Mirabelle haussa les épaules avec un dédain superbe devant une telle supposition :
— « Ce n'est pas elle ! »
— « C'est elle ! » hurla Honorine ; et sa sœur, par solidarité, répéta :
— « C'est elle ! »
Les trois vieilles, moins pour en avoir le cœur net que pour se procurer la jouissance de pouvoir affirmer : « J'avais raison », suivirent la jeune fille.
— « Où va-t-elle ? »
— « Que va-t-elle faire ? »
— « Comment savoir si c'est elle ? »
Questions informulées qui donnaient des ailes aux trois femmes ; elles se sentaient capables, tout d'un coup, de marcher durant des heures.
— « C'est moi qui ai raison, » pensait Mirabelle.
— « Elle a tort, » disait Honorine à voix basse.
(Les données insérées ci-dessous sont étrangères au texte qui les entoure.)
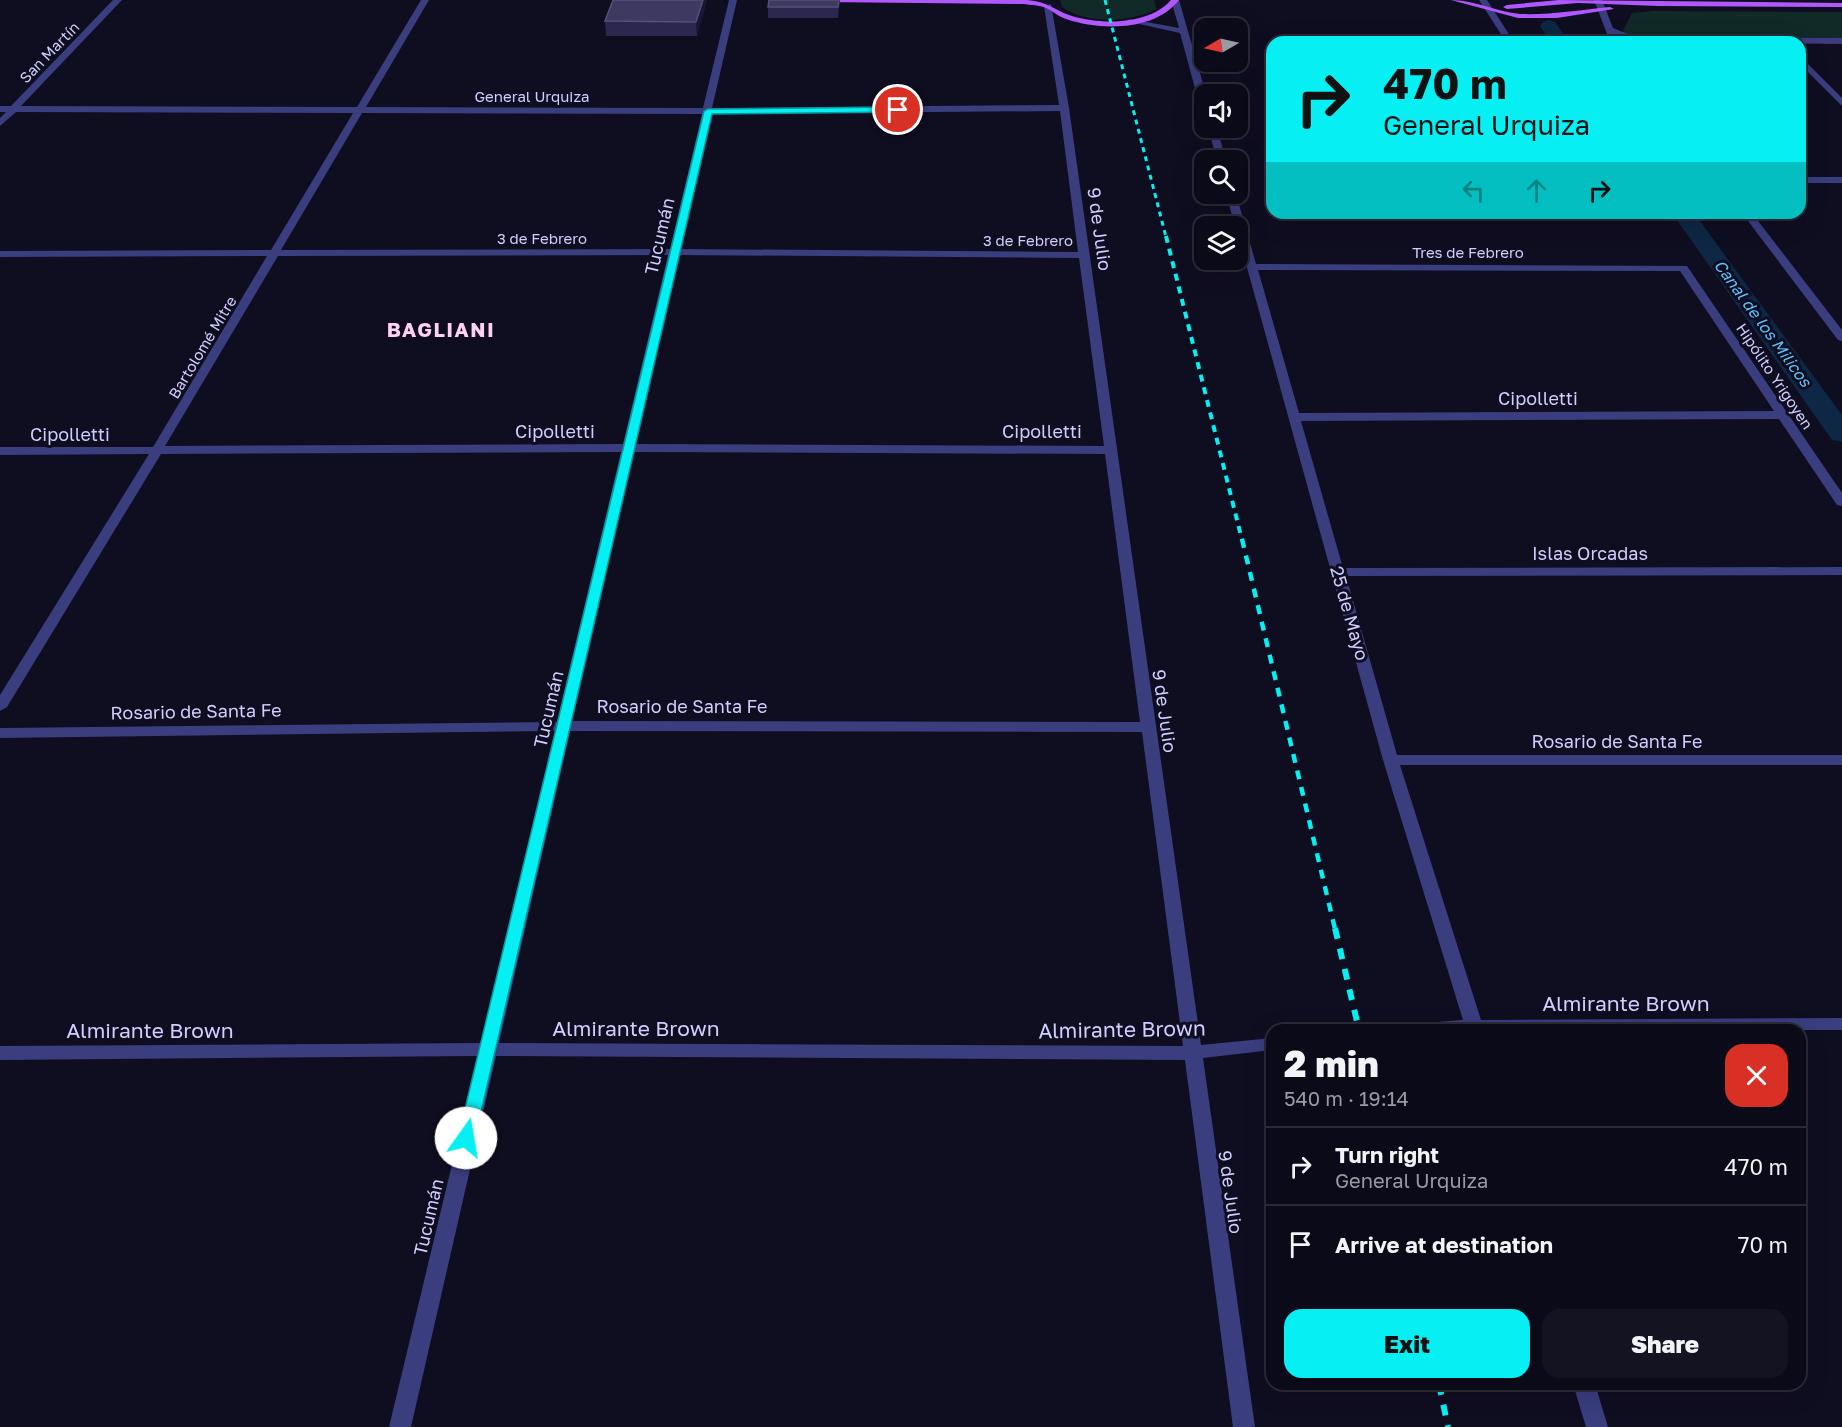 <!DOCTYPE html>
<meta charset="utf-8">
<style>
body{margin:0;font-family:"Golos Text",sans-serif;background:#141321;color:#f1f3f6;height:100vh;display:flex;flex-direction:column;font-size:22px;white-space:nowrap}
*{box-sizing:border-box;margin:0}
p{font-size:20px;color:#9a9aa2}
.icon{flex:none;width:33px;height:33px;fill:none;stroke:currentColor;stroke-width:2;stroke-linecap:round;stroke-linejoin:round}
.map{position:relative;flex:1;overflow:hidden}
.side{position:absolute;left:1266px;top:1024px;width:540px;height:366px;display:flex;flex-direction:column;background:#0b0a18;border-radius:18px;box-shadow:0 6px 24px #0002,0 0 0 2px #2b2b37}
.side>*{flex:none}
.top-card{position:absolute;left:1266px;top:36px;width:540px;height:183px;border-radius:18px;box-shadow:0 6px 24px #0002,0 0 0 2px #2b2b37;background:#06eff2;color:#111;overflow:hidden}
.needle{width:39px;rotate:261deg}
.controls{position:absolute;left:1194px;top:18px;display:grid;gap:12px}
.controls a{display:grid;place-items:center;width:54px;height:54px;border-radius:12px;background:#0b0a18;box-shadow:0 6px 24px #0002,0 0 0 2px #2b2b37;font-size:30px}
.pin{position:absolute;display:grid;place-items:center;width:51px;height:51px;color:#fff;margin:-26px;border:3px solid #fff;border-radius:50%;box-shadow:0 2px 6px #0007}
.me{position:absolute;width:66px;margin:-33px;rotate:13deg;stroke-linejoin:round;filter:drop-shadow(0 0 4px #0008)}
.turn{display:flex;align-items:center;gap:21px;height:126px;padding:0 18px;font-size:27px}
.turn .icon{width:78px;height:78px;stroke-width:2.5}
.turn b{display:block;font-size:42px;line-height:51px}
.lanes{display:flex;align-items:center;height:57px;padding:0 18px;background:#0003;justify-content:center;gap:30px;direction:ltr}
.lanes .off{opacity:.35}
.round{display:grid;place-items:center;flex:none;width:63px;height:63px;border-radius:18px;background:#141321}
.head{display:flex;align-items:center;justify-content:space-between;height:102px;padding:0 18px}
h1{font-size:36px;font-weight:800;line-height:45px}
.cta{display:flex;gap:12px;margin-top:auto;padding:12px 18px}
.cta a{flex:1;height:69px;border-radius:18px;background:#06eff2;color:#111;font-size:24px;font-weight:800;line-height:69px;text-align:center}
.cta a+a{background:#141321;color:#f1f3f6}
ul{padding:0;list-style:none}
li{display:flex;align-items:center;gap:18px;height:78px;padding:0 18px;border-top:2px solid #2b2b37}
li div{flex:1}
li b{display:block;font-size:22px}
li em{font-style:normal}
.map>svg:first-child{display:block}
</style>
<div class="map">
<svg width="1842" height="1427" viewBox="0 0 1842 1427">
<rect width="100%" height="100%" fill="#0f0d20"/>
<path fill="#112a27" d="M1060 0H1154L1157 9C1131 22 1087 25 1062 7Z
M1654 11 1842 12V38L1637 37 1622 33 1632 13Z"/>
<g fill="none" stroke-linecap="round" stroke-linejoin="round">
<path fill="#0d2744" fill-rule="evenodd" d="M1549 20 1555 22 1569 42H1551L1540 26 1543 22Z
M1672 213H1694L1842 415V442L1832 440Z"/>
<path fill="#3a3d7e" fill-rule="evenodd" d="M113 0H122L21 106 357 107 421 0H429L366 107 703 108 729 0H737L712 108 1059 105 1044 6 1051 4 1069 108 1201 1045 1272 1038V1050L1203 1058 1255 1427H1233L1185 1060 496 1056 411 1427H389L478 1056 0 1060V1046L481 1043 555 731 0 738V728L557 722 621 452 161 454 7 707 0 711V695L149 454 0 455V447H153L267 256 0 257V251L271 250 353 113 16 112 0 126V118L6 112H0V106H11ZM1060 111 1078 252 680 249 711 114ZM362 113 702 114 670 249 281 250ZM668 255 623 444 165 446 278 256ZM679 255 1079 258 1104 446 636 444ZM634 452 1105 454 1140 722 572 721ZM570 731 1142 732 1183 1046 499 1043Z
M1171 0H1179L1206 94 1204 106 1199 103 1180 33 1126 21 1130 19 1179 28Z
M1479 0H1487L1514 42H1506Z
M1594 0H1602L1613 28 1630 35 1656 37 1842 38V44L1651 42 1628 40 1615 35V39H1609Z
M1800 56 1842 98V106L1800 64Z
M1208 128H1217L1226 160H1217Z
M1800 177H1842V183H1800Z
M1226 194H1236L1256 264 1687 266 1842 493V506L1837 505 1779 419 1301 421 1343 568 1842 567V575L1346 576 1397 755H1842V765H1400L1481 1020 1842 1018V1030H1402L1405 1025 1411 1024 1463 1020 1383 760 1238 235V226H1235ZM1258 270 1680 271 1774 411 1299 413Z
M1742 213H1752L1842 330V341L1838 340Z
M1573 1384H1595L1608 1427H1586Z"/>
<path fill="#b058fb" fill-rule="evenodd" d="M816 0H1027C1050 2 1053 10 1072 16 1102 25 1149 25 1171 0H1179C1155 31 1101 31 1066 19 1059 17 1053 11 1046 8 1039 5 1031 5 1023 4L820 2Z
M1451 0C1475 0 1497 12 1520 14 1551 15 1580 10 1610 7L1614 9 1557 18H1518Z
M1559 0 1842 3V7L1658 6 1578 3 1507 9 1503 7 1507 5Z"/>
<path stroke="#06eff2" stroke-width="3" stroke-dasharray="5 4.5" stroke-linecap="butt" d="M1105 0 1166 237"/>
<path stroke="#06eff2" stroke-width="4" stroke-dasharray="7 6" stroke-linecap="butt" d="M1166 236 1242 540"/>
<path stroke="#06eff2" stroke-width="4.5" stroke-dasharray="9 8" stroke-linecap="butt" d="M1242 539 1335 929"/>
<path stroke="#06eff2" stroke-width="6" stroke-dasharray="11 10" stroke-linecap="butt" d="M1335 928 1359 1030
M1439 1384 1448 1427"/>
</g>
<path fill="#2b274e" d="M613 0H707L697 36H606L605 21Z
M769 0H840L838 18H768V7Z"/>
<path fill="#191534" d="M703 0H707L697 36 696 22Z
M839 0H840V5L838 18Z"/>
<path fill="#3d3961" stroke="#54507a" stroke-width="1.5" d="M613 0H703L696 22 605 21Z
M769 0H839L838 7H768Z"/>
<path fill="#06eff2" stroke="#049b9d" stroke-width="1.5" d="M898 107 901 108V112L712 114 475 1138 472 1143 466 1145 460 1143 458 1138 704 111 708 109Z"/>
<g text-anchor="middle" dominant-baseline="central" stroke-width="6" stroke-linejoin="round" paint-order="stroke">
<g font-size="15" fill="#cfcefe" stroke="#0f0d20">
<text transform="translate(49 52) rotate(-46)">San Martín</text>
<text x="532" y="96">General Urquiza</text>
<text x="542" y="238">3 de Febrero</text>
<text x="1028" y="240">3 de Febrero</text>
<text x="1468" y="252">Tres de Febrero</text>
<text transform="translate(202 347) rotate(-59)">Bartolomé Mitre</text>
<text transform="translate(1775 376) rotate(56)">Hipólito Yrigoyen</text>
</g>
<g font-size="16" font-style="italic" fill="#5fc0fb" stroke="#0f0d20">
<text transform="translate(1763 323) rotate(54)">Canal de los Milicos</text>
</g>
<g font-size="18" fill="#cfcefe" stroke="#0f0d20">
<text transform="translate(1100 229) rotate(82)">9 de Julio</text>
<text transform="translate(659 236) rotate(-77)">Tucumán</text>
<text x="1538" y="398">Cipolletti</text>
<text x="555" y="431">Cipolletti</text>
<text x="1042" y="431">Cipolletti</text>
<text x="70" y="434">Cipolletti</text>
<text x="1590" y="553">Islas Orcadas</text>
<text transform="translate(1350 613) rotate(74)">25 de Mayo</text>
<text x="682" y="706">Rosario de Santa Fe</text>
<text transform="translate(548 709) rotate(-77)">Tucumán</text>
<text transform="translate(196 711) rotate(-1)">Rosario de Santa Fe</text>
<text transform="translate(1165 711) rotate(82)">9 de Julio</text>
<text x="1617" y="741">Rosario de Santa Fe</text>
<text transform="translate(1231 1192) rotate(82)">9 de Julio</text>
<text transform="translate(428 1217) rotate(-77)">Tucumán</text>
</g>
<g font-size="20" font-weight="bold" letter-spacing="1.5" fill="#fed0f1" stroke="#0f0d20">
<text x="441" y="329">BAGLIANI</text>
</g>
<g font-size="21" fill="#cfcefe" stroke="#0f0d20">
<text x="1626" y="1003">Almirante Brown</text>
<text x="636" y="1028">Almirante Brown</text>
<text transform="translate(1122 1029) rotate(-1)">Almirante Brown</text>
<text x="150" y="1030">Almirante Brown</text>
</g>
</g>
</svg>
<div class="controls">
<a><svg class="needle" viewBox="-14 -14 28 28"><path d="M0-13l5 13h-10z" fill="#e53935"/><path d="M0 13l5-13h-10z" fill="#9a9aa2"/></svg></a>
<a><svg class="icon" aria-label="sound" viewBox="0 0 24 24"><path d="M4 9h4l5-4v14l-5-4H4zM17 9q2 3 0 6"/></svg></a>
<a><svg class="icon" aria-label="search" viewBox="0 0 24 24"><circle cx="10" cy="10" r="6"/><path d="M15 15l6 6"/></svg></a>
<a><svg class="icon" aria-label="layers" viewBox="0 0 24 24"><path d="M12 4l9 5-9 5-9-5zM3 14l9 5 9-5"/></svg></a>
</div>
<div class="pin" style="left:898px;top:110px;background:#d93025"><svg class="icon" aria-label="arrive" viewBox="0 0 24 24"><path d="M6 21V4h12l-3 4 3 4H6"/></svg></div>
<svg class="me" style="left:466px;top:1138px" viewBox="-20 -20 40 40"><circle r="19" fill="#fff"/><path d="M0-13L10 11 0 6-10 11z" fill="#06eff2"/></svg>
<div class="top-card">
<div class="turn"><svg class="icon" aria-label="right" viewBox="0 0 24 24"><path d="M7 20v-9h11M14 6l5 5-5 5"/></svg><div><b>470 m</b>General Urquiza</div></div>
<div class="lanes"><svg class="icon off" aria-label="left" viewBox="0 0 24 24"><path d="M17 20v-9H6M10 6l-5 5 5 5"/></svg><svg class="icon off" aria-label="ahead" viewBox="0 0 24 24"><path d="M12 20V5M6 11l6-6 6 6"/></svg><svg class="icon" aria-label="right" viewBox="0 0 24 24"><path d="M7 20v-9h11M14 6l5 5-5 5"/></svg></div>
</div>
<section class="side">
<div class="head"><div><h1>2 min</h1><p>540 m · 19:14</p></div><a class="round" style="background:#d93025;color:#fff"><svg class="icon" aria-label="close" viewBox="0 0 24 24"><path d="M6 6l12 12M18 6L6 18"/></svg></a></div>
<ul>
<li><svg class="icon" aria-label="right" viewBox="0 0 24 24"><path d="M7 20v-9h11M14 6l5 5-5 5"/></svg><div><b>Turn right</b><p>General Urquiza</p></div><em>470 m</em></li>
<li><svg class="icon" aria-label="arrive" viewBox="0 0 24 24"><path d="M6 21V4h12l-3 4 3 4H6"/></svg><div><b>Arrive at destination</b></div><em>70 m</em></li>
</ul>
<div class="cta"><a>Exit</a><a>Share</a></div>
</section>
</div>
La jeune fille pénétra dans le cimetière, suivie par Mirabelle, Hortense et Honorine. Elle se dirigea vers une tombe, en souleva la pierre, sauta d'un bond à l'intérieur. Traînant sa sœur derrière elle et désignant l'inscription qui ornait le monument, Honorine, sans le moindre étonnement, triompha :
— « Marie-Caroline ! C'est écrit en toutes lettres ! »
Écrasant de son mépris une Mirabelle déconfite, elle conclut :
— « Tu vois bien que c'était elle ! »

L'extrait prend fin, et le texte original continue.